Perhaps the most hated rule to come out of the Sarbanes-Oxley Act is dead. Well, almost. On Thursday, the Public Company Accounting Oversight Board voted unanimously to replace its controversial internal-control auditing standard with Auditing Standard No. 5. Critics of the original standard shouldn’t celebrate just yet, however. AS5 requires the Securities and Exchange’s approval, which will likely not happen for at least another month.
The PCAOB’s Auditing Standard No. 2 is the rule largely blamed for creating excessively high audit fees for companies complying with the Sarbanes-Oxley Act. Indeed, since auditors began using AS2, companies have complained that common interpretations of the standard wrought burdensome audits by promoting work for work’s sake and encouraging a rigid checklist approach.
At their meeting on Thursday, PCAOB board members admitted that AS2 caused “angst” among corporate managers who used the standard as de-facto guidance for evaluating their internal controls. The PCAOB’s new standard and the SEC’s newly adopted guidelines for management should alleviate the high auditing bills and frustration that occurred during the first years of Sarbox compliance, according to the regulators and audit firms. The changes should also make compliance with 404 easier for small companies that have yet to do so.
The PCAOB will submit its new, principles-based rule, AS5, to the SEC for approval on Friday. If the SEC decides to approve AS5 after going through a public-comment process — which could take at least 35 days — audit firms will no longer reference the original internal-control rule.

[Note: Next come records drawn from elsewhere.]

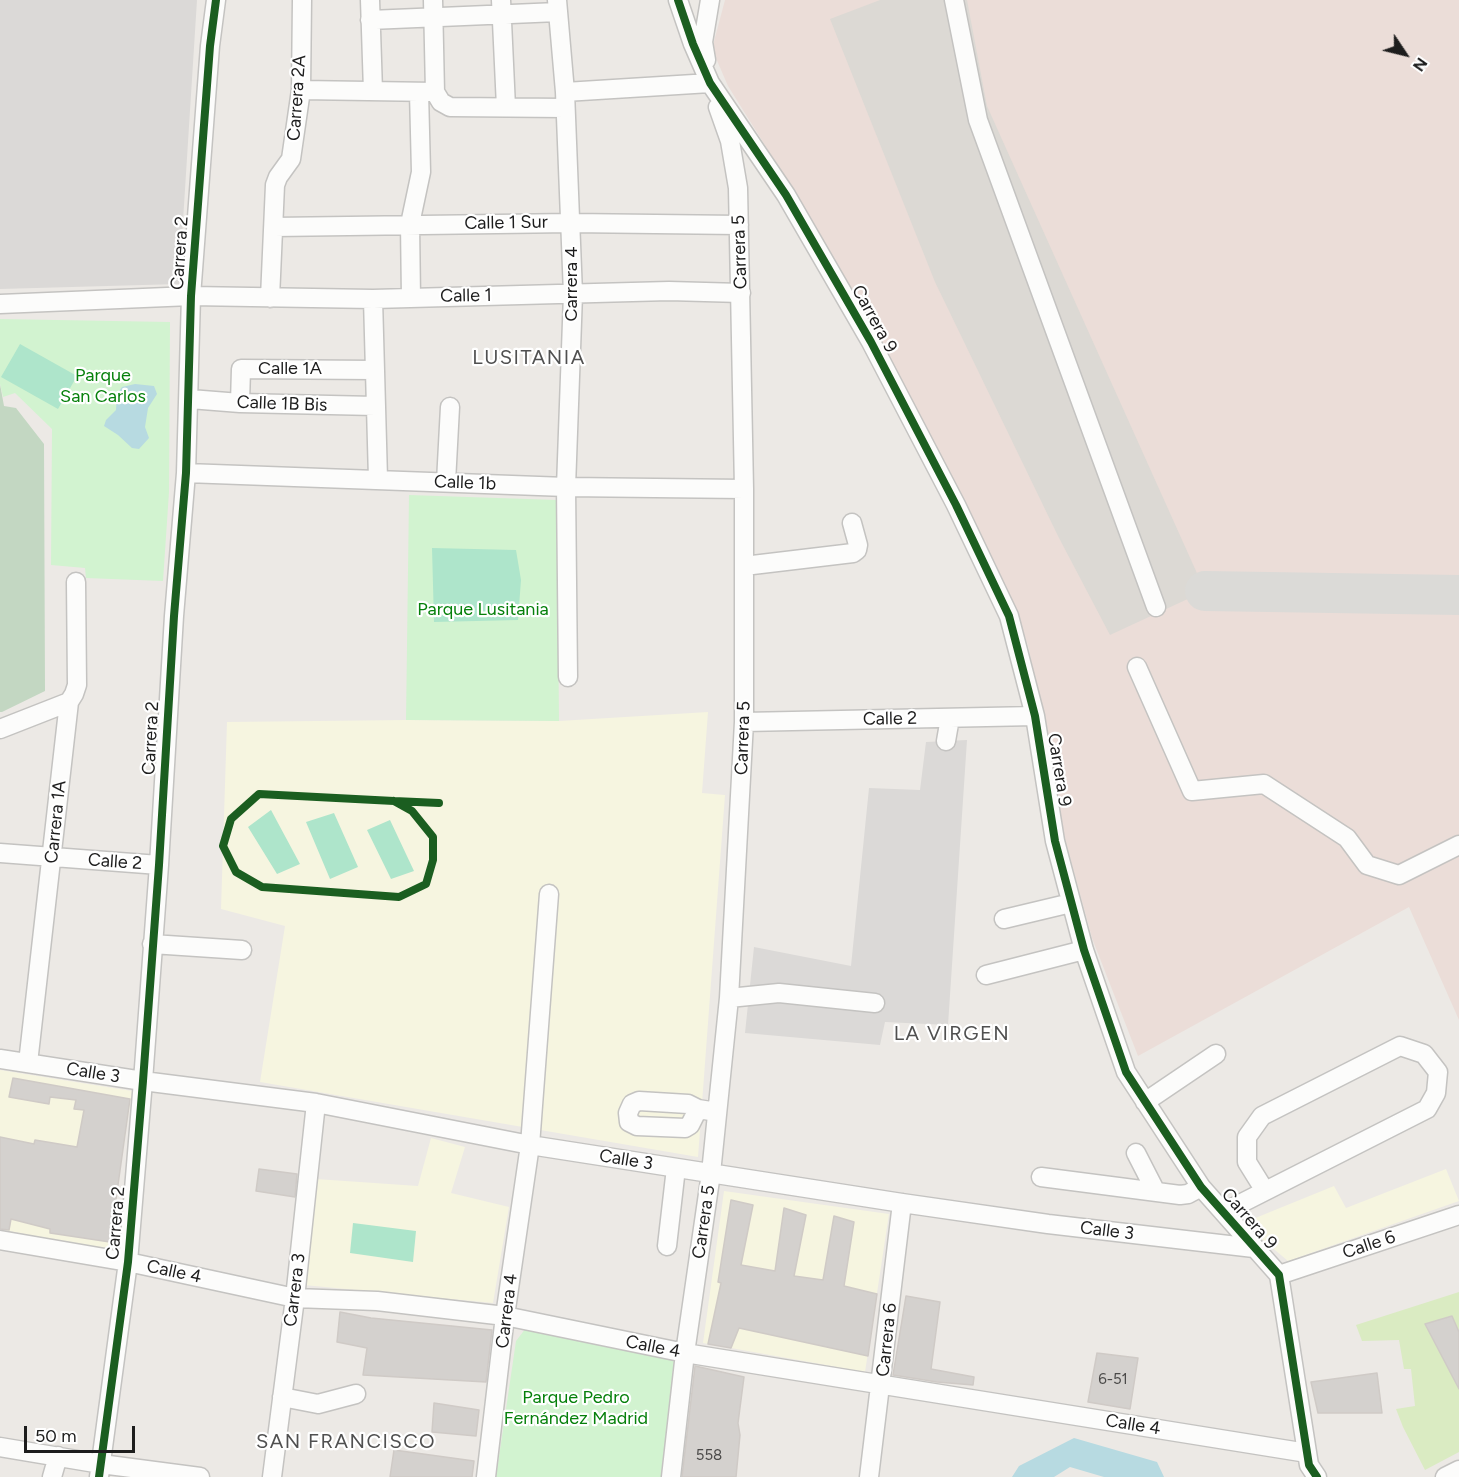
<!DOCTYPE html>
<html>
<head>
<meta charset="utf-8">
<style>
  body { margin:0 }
  #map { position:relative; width:1459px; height:1477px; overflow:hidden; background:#ece9e5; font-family:Figtree,sans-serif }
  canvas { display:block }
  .north { position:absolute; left:1375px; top:24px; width:60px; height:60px; -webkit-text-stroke:4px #fff; paint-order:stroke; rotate:125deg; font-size:16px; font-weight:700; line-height:24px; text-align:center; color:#1d1d1d }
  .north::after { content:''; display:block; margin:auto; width:21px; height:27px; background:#1d1d1d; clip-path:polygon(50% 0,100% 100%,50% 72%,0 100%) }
  .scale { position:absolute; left:24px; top:1426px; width:111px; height:27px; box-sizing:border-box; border:3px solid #1d1d1d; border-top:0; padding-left:8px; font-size:18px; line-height:21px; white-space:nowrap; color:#1d1d1d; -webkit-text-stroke:4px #fff; paint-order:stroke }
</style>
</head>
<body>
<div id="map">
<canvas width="1459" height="1477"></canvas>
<div class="north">N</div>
<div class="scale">50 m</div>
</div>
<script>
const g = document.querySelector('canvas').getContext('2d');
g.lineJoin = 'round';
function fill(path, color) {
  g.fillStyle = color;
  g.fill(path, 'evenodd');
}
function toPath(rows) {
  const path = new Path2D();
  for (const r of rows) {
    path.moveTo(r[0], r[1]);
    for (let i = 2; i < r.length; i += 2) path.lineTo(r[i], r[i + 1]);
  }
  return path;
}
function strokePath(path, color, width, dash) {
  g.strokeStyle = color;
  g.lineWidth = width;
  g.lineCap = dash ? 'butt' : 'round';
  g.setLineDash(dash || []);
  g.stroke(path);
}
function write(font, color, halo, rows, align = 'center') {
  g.font = font + ' Figtree,sans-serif';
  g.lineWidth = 4.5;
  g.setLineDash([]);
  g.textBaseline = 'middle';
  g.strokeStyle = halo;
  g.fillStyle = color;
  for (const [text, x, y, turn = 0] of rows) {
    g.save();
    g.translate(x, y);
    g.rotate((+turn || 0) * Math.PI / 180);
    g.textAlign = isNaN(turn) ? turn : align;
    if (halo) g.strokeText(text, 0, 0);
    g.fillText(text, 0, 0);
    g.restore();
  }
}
const residential = toPath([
  [0,0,197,0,179,284,0,289],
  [967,740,948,1025,885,1022,880,1045,745,1033,754,947,851,966,869,788,920,790,926,742]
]);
const education = toPath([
  [708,712,702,793,725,795,698,1157,260,1082,285,926,221,909,227,722,406,720,559,721],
  [0,1070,132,1091,108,1252,0,1229],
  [431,1138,465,1147,451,1193,509,1207,493,1303,304,1285,316,1179,418,1186],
  [1446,1169,1459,1201,1288,1261,1243,1223,1334,1186,1346,1208],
  [724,1191,889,1214,865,1372,703,1343]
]);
const military = toPath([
  [725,0,1459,0,1459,1020,1409,907,1138,1056,1092,938,1064,835,1029,649,1015,606,920,422,798,198,728,86,712,49]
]);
const airport = toPath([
  [880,0,967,0,987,106,1205,591,1110,635,1058,536,935,282,830,19]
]);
const grass = toPath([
  [1459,1292,1459,1452,1425,1470,1403,1427,1396,1409,1415,1406,1411,1369,1404,1369,1399,1340,1362,1341,1356,1325]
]);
const cemetery = toPath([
  [0,384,4,406,16,408,44,444,45,691,2,712,0,712]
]);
const park = toPath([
  [0,319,170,322,169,492,163,581,86,578,85,568,51,565,52,429,15,393,3,397,0,384],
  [409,495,557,500,559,721,406,720],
  [526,1328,674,1360,661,1477,496,1477,516,1341]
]);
const pitch = toPath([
  [20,344,77,376,58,409,1,377],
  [432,548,516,550,521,580,518,620,434,622],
  [271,810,300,864,277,874,248,827],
  [334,813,358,867,330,879,306,822],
  [390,820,414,871,391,879,367,830],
  [353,1223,416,1231,413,1262,350,1253]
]);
const water = toPath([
  [135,384,154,386,157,394,148,408,145,427,149,438,139,449,132,448,118,435,104,426,106,420,116,410,117,394,122,387],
  [1074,1438,1157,1462,1164,1477,1104,1477,1070,1467,1054,1477,1012,1477,1019,1466]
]);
const taxiway = toPath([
  [1205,591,1459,595]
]);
const building = toPath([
  [13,1078,130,1099,110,1242,50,1233,50,1229,11,1219,9,1230,0,1229,0,1137,34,1144,35,1140,77,1147,84,1110,74,1109,76,1100,50,1097,49,1104,9,1097,13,1078],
  [259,1169,297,1174,295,1197,256,1191,259,1169],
  [731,1200,753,1205,741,1265,775,1271,784,1208,806,1215,794,1276,823,1280,834,1216,854,1222,844,1286,877,1294,868,1356,739,1328,731,1348,708,1344,721,1283,718,1282,731,1200],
  [906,1296,940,1302,931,1369,974,1377,973,1385,937,1382,893,1375,906,1296],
  [340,1312,371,1318,492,1330,486,1382,363,1375,367,1348,337,1342,340,1312],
  [1452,1316,1459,1332,1459,1389,1425,1324,1452,1316],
  [1097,1353,1138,1358,1130,1409,1088,1402,1097,1353],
  [695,1366,744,1377,738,1423,740,1435,736,1477,682,1477,695,1366],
  [1377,1373,1382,1413,1318,1413,1311,1382,1377,1373],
  [434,1403,479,1410,476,1436,432,1432,434,1403],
  [394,1450,474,1461,472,1477,390,1477,394,1450]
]);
const minor = toPath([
  [370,0,373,91],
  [433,0,435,92],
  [501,0,506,107],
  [557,0,565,92,573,294,566,487,568,677],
  [678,0,693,44,710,83,786,195,871,342,956,505,1009,616,1035,716,1055,841,1084,950,1126,1072,1201,1187,1279,1275,1309,1465,1317,1477],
  [954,0,978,120,1156,607],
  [370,20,558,12],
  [706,60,703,42,710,0],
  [301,90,435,92,441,102,450,107,565,108],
  [565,92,710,83],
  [274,227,571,223,739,225],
  [270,298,275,185,278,177,291,159,301,90,302,0],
  [411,298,410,224,421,172,419,92],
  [373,299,378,479],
  [0,304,191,296,373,299,669,291,741,293],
  [190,399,240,403,375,406],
  [240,403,241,369,374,370],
  [186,473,566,487,744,489],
  [446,482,450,407],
  [744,566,853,553,857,550,858,545,852,523],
  [1137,667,1192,791,1264,784,1347,838,1367,865,1399,875,1459,845],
  [744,722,1035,716],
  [0,729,69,702],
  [946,741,950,718],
  [0,853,159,865],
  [1004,919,1071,903],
  [152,944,242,950],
  [986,975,1084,950],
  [729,998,779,993,875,1003],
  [0,1059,143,1081,316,1103,530,1145,902,1203,1048,1224,1254,1248],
  [28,1063,69,702,74,694,77,685,76,582],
  [1145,1102,1216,1054],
  [698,1109,688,1104,639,1101,632,1104,628,1113,629,1122,637,1126,685,1128,690,1125,698,1109,717,1112],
  [1136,1153,1156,1192],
  [1041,1177,1180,1195,1188,1194,1201,1187],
  [1224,1212,1427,1109,1436,1093,1438,1072,1424,1054,1400,1046,1262,1116,1247,1137,1247,1162,1265,1191],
  [0,1240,128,1262,295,1298,377,1301,505,1316,685,1353,1307,1453],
  [667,1246,676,1168],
  [1279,1275,1459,1215],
  [282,1397,318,1404,356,1394],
  [0,1447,101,1464,200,1477],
  [52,1477,58,1456],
  [99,1477,128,1262,143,1081,159,865,174,616,186,473,191,296,210,46,216,0],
  [272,1477,295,1298,316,1103],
  [486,1477,505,1316,530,1145,549,894],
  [671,1477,685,1353,711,1173,729,998,744,722,744,489,738,188,730,141,718,107],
  [869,1477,902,1203],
  [1445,1477,1459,1470]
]);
const cycleway = toPath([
  [678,0,693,44,710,83,786,195,871,342,956,505,1009,616,1035,716,1055,841,1084,950,1126,1072,1201,1187,1279,1275,1309,1465,1317,1477],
  [394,801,412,811,433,837,433,860,426,884,399,897,262,887,236,872,223,846,231,819,259,794,394,801,439,803],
  [99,1477,128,1262,143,1081,159,865,174,616,186,473,191,296,210,46,216,0]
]);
const numberNames = [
  ["6-51",1113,1380],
  ["558",709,1456]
];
const streetNames = [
  ["Carrera 2A",297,98,-86],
  ["Calle 1 Sur",506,223,-1],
  ["Carrera 5",740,252,-92],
  ["Carrera 2",180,253,-86],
  ["Carrera 4",572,284,-90],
  ["Calle 1",466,296,-1],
  ["Carrera 9",874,319,61],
  ["Calle 1A",290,369],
  ["Calle 1B Bis",282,404,2],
  ["Calle 1b",465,483,2],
  ["Calle 2",890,719,-1],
  ["Carrera 2",151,738,-87],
  ["Carrera 5",743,738,-88],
  ["Carrera 9",1059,770,81],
  ["Carrera 1A",56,822,-84],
  ["Calle 2",115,862,4],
  ["Calle 3",93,1073,9],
  ["Calle 3",626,1160,9],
  ["Carrera 9",1249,1219,49],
  ["Carrera 5",704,1222,-82],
  ["Carrera 2",116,1223,-85],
  ["Calle 3",1107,1231,7],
  ["Calle 6",1369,1245,-18],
  ["Calle 4",174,1272,12],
  ["Carrera 3",295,1290,-83],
  ["Carrera 4",507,1311,-83],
  ["Carrera 6",887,1340,-84],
  ["Calle 4",653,1347,11],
  ["Calle 4",1133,1425,9]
];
const parkNames = [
  ["Parque",103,376],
  ["San Carlos",103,397],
  ["Parque Lusitania",483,610],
  ["Parque Pedro",576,1398],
  ["Fernández Madrid",576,1419]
];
const neighbourhoodNames = [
  ["LUSITANIA",529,358],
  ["LA VIRGEN",952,1034],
  ["SAN FRANCISCO",346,1442]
];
fill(residential, '#dbd9d7');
fill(education, '#f6f5e0');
fill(military, '#ebddd8');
fill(airport, '#dcd9d4');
fill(grass, '#daebc2');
fill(cemetery, '#c3d7c2');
fill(park, '#d2f3d0');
fill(pitch, '#aee5cb');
fill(water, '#b7dae1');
strokePath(taxiway, '#dbdad7', 40);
fill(building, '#d4d1ce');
strokePath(building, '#cfcac6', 1.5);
strokePath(minor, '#c4c3c1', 21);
strokePath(minor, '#fcfcfb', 18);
strokePath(cycleway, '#1b5e20', 8);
write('15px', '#4b4a49', null, numberNames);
write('18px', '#1d1d1d', '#fff', streetNames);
write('18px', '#06800b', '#fff', parkNames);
g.letterSpacing = '1.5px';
write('20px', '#505050', '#fff', neighbourhoodNames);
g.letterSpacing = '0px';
</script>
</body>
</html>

The PCAOB is encouraging early adoption of the rule as soon as the SEC approves it. If the SEC — which as the PCAOB oversight body needs to approve all of the board’s standards — gives the OK, audit firms would have to reference the standard for audits of internal control for fiscal years ending on or after November 15, 2007. While early adoption isn’t required, audit firms will have to use the SEC’s and PCAOB’s new definition of material weakness during the transition period (defined as having a reasonable possibility of leading to a material misstatement that will not be prevented or detected on a timely basis).
Approval by the SEC should come easily — the commission’s staff has worked closely with the PCAOB staff in revising the standard since the public comment period for AS5 ended in late February. In fact, when discussing AS5 on Thursday, PCAOB chairman Mark Olson used one of the same terms Cox had used the day before. AS5 will “right-size” the audits of internal controls and eliminate unnecessary work, Olson said.
To accomplish that goal, AS5 requires auditors to take a top-down, risk-based approach and focus on only those areas that could lead to a material misstatement. The PCAOB also eliminated several “unnecessary” procedures, made the standard scalable for companies of all sizes and complexity; and simplified the text. Most important, according to many critics of AS2, the new standard eliminates the requirement of auditors to opine on the adequacy of management’s process on evaluating internal controls (the SEC also officially eliminated that requirement in its changes to Section 404 on Wednesday).
The PCAOB staff members said they had retained all of the goals of the AS5 draft in their final version but made several changes based on the 175 comment letters received and mandates from the SEC. Therefore, in many ways AS5 differs from what the public saw when the PCAOB first introduced the standard in December. The changes were mostly minor, such as matching up terms with the SEC’s management guidance (for example, replacing the term “company level controls” with “entity level controls”). The staff also worked on making the standard less prescriptive in tone since commentators noted nearly 250 instances where the AS5 draft used mandatory terms, such as “must” or “should,” which suggested “the proposal was not as principles based as advertised,” noted PCAOB chief auditor Thomas Ray. Other changes included:
• Putting a discussion of fraud risk and fraud-risk controls at the beginning of the standard. “This should make clear to auditors the importance of assessing fraud risk throughout the audit process,” Olson said, adding, “While even the strongest of internal-control frameworks cannot provide absolute assurance that fraud will be prevented or detected, a strong control environment should help to reduce instances of fraud.”
• Highlighting why auditors should conduct a walkthrough rather than requiring them to conduct a specific review. “Auditors should focus on the objectives and not the mechanics of the walkthrough,” said PCAOB deputy chief auditor Laura Phillips, who is leaving the PCAOB later this year.
Audit firms have already incorporated the basic principles of AS5 into their work. Doing so has eliminated redundant and unnecessary work and cut costs for issuers, said John Fodera, a director at audit firm Eisner. A55 eliminates the excessive work that was used under AS2 and encourages “substance over form” while still getting auditors to uncover material weaknesses, he told CFO.com.
Despite coming to the end of focusing the staff’s energy on just one auditing standard, the PCAOB still has its work cut out for dealing with the audits of internal controls. The staff is compiling feedback from audit firms to craft guidance customized for the internal-control audits of small companies. A draft will be ready for the public soon and will likely be finalized by the end of the year, according to Ray.